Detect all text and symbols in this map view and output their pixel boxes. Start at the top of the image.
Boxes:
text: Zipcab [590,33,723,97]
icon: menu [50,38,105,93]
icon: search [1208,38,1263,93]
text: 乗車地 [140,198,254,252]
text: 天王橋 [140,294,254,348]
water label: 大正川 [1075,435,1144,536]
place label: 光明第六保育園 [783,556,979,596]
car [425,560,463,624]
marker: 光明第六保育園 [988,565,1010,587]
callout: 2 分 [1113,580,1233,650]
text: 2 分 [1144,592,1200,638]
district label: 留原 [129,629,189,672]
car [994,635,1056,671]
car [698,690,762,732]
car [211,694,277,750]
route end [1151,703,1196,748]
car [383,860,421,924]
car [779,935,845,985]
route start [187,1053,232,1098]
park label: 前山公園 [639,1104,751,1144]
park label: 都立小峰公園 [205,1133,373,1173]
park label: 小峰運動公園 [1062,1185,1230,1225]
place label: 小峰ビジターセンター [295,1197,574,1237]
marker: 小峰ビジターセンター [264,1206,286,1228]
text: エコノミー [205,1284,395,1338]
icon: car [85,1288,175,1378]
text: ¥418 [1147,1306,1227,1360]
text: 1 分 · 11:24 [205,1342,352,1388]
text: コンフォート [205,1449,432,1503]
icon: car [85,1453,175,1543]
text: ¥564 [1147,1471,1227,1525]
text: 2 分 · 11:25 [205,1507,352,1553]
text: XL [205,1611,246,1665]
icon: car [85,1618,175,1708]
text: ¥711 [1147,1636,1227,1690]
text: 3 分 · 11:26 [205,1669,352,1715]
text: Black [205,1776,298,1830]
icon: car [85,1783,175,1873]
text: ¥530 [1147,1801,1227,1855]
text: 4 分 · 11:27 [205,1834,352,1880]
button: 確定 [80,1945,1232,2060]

■ TASK ITEM ■
Reproduce the data shown above exactly, including every line.

■ ANSWER SPACE ■
Detect all text and symbols in this map view and output their pixel boxes. Start at the top of the image.
Boxes:
text: Zipcab [590,33,723,97]
icon: menu [50,38,105,93]
icon: search [1208,38,1263,93]
text: 乗車地 [140,198,254,252]
text: 天王橋 [140,294,254,348]
water label: 大正川 [1075,435,1144,536]
place label: 光明第六保育園 [783,556,979,596]
car [425,560,463,624]
marker: 光明第六保育園 [988,565,1010,587]
callout: 2 分 [1113,580,1233,650]
text: 2 分 [1144,592,1200,638]
district label: 留原 [129,629,189,672]
car [994,635,1056,671]
car [698,690,762,732]
car [211,694,277,750]
route end [1151,703,1196,748]
car [383,860,421,924]
car [779,935,845,985]
route start [187,1053,232,1098]
park label: 前山公園 [639,1104,751,1144]
park label: 都立小峰公園 [205,1133,373,1173]
park label: 小峰運動公園 [1062,1185,1230,1225]
place label: 小峰ビジターセンター [295,1197,574,1237]
marker: 小峰ビジターセンター [264,1206,286,1228]
text: エコノミー [205,1284,395,1338]
icon: car [85,1288,175,1378]
text: ¥418 [1147,1306,1227,1360]
text: 1 分 · 11:24 [205,1342,352,1388]
text: コンフォート [205,1449,432,1503]
icon: car [85,1453,175,1543]
text: ¥564 [1147,1471,1227,1525]
text: 2 分 · 11:25 [205,1507,352,1553]
text: XL [205,1611,246,1665]
icon: car [85,1618,175,1708]
text: ¥711 [1147,1636,1227,1690]
text: 3 分 · 11:26 [205,1669,352,1715]
text: Black [205,1776,298,1830]
icon: car [85,1783,175,1873]
text: ¥530 [1147,1801,1227,1855]
text: 4 分 · 11:27 [205,1834,352,1880]
button: 確定 [80,1945,1232,2060]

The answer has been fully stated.